Please give back word for word the lines below, from the first one through the one with "ctx.stroke(path);".

━━ Exercise data ━━

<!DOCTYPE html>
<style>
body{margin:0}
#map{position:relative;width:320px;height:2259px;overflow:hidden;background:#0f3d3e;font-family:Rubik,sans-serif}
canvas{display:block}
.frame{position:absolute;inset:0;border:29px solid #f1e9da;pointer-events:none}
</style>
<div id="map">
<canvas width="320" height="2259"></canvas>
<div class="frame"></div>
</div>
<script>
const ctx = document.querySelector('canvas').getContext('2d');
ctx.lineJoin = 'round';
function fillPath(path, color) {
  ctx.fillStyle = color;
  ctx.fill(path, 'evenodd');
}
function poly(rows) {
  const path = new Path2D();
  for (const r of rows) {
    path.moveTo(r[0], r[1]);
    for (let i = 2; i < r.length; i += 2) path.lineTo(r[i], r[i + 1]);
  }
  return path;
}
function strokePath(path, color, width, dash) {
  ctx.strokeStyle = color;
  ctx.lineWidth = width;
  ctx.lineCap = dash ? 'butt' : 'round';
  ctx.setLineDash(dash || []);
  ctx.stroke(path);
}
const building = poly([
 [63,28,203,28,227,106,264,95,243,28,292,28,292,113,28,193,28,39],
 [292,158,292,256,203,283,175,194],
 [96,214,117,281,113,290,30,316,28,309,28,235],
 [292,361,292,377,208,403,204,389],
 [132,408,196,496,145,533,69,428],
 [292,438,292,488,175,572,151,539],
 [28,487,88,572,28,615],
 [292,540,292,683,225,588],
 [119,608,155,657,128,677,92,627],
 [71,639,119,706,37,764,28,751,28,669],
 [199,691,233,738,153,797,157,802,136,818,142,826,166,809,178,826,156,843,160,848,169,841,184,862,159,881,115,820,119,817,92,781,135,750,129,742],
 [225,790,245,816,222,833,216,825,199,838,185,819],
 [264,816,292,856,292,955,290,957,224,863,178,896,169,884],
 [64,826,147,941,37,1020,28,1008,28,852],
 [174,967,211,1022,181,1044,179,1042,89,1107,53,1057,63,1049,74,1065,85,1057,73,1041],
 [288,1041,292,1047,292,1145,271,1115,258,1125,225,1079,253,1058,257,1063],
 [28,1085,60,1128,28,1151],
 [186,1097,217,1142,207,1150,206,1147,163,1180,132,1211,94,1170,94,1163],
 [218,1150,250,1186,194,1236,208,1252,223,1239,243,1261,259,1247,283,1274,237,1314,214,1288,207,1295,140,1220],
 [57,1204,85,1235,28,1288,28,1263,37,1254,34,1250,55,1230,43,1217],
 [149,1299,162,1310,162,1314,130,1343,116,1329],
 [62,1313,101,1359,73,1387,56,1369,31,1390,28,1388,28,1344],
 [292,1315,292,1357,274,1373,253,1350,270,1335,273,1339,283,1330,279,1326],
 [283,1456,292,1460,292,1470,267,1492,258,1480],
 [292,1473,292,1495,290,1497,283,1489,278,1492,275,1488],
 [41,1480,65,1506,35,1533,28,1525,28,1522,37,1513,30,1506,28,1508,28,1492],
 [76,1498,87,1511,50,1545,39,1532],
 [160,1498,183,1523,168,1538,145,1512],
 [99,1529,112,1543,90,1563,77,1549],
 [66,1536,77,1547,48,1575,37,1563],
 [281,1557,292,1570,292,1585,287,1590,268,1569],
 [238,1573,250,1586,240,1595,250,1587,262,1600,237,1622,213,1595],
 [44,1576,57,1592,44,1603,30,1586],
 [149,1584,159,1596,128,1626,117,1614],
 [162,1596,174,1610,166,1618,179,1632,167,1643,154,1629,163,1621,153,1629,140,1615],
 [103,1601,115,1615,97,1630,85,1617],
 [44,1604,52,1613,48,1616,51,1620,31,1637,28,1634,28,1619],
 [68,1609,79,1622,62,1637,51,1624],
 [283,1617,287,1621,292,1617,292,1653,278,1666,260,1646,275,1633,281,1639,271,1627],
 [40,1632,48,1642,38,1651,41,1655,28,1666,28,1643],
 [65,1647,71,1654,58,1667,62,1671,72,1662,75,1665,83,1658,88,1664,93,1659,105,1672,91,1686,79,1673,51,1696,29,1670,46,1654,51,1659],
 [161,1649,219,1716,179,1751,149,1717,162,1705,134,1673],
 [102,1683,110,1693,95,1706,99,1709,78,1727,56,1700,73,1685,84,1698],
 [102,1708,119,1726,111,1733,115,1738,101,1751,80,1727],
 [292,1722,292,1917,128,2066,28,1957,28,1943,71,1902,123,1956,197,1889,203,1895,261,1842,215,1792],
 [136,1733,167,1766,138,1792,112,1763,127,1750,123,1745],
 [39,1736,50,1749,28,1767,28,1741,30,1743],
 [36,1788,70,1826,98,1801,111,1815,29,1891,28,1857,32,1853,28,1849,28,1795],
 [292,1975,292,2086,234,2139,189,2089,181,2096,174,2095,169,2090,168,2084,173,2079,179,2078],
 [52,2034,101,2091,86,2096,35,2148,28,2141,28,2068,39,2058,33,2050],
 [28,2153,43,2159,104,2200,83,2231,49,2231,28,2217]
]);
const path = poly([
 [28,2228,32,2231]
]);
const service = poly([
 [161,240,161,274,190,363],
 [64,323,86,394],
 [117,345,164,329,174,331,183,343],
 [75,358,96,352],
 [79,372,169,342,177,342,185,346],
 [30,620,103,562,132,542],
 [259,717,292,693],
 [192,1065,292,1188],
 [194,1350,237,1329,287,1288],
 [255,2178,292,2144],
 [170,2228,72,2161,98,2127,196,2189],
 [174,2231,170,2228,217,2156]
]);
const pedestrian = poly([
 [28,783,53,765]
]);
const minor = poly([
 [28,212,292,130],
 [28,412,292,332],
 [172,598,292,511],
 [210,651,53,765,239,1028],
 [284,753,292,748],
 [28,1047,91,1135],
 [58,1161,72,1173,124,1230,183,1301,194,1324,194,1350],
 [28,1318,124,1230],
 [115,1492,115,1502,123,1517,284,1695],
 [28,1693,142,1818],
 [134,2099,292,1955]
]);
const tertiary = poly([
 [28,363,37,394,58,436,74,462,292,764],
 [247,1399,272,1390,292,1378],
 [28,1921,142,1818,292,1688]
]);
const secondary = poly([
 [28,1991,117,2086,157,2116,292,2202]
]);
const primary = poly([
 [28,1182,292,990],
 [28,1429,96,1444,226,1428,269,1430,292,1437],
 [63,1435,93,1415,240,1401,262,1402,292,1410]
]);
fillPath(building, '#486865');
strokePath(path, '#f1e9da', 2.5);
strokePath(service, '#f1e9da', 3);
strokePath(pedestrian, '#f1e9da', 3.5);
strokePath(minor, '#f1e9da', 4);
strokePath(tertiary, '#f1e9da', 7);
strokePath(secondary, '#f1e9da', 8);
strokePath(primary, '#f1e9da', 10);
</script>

━━━

* **Response box**:
<!DOCTYPE html>
<style>
body{margin:0}
#map{position:relative;width:320px;height:2259px;overflow:hidden;background:#0f3d3e;font-family:Rubik,sans-serif}
canvas{display:block}
.frame{position:absolute;inset:0;border:29px solid #f1e9da;pointer-events:none}
</style>
<div id="map">
<canvas width="320" height="2259"></canvas>
<div class="frame"></div>
</div>
<script>
const ctx = document.querySelector('canvas').getContext('2d');
ctx.lineJoin = 'round';
function fillPath(path, color) {
  ctx.fillStyle = color;
  ctx.fill(path, 'evenodd');
}
function poly(rows) {
  const path = new Path2D();
  for (const r of rows) {
    path.moveTo(r[0], r[1]);
    for (let i = 2; i < r.length; i += 2) path.lineTo(r[i], r[i + 1]);
  }
  return path;
}
function strokePath(path, color, width, dash) {
  ctx.strokeStyle = color;
  ctx.lineWidth = width;
  ctx.lineCap = dash ? 'butt' : 'round';
  ctx.setLineDash(dash || []);
  ctx.stroke(path);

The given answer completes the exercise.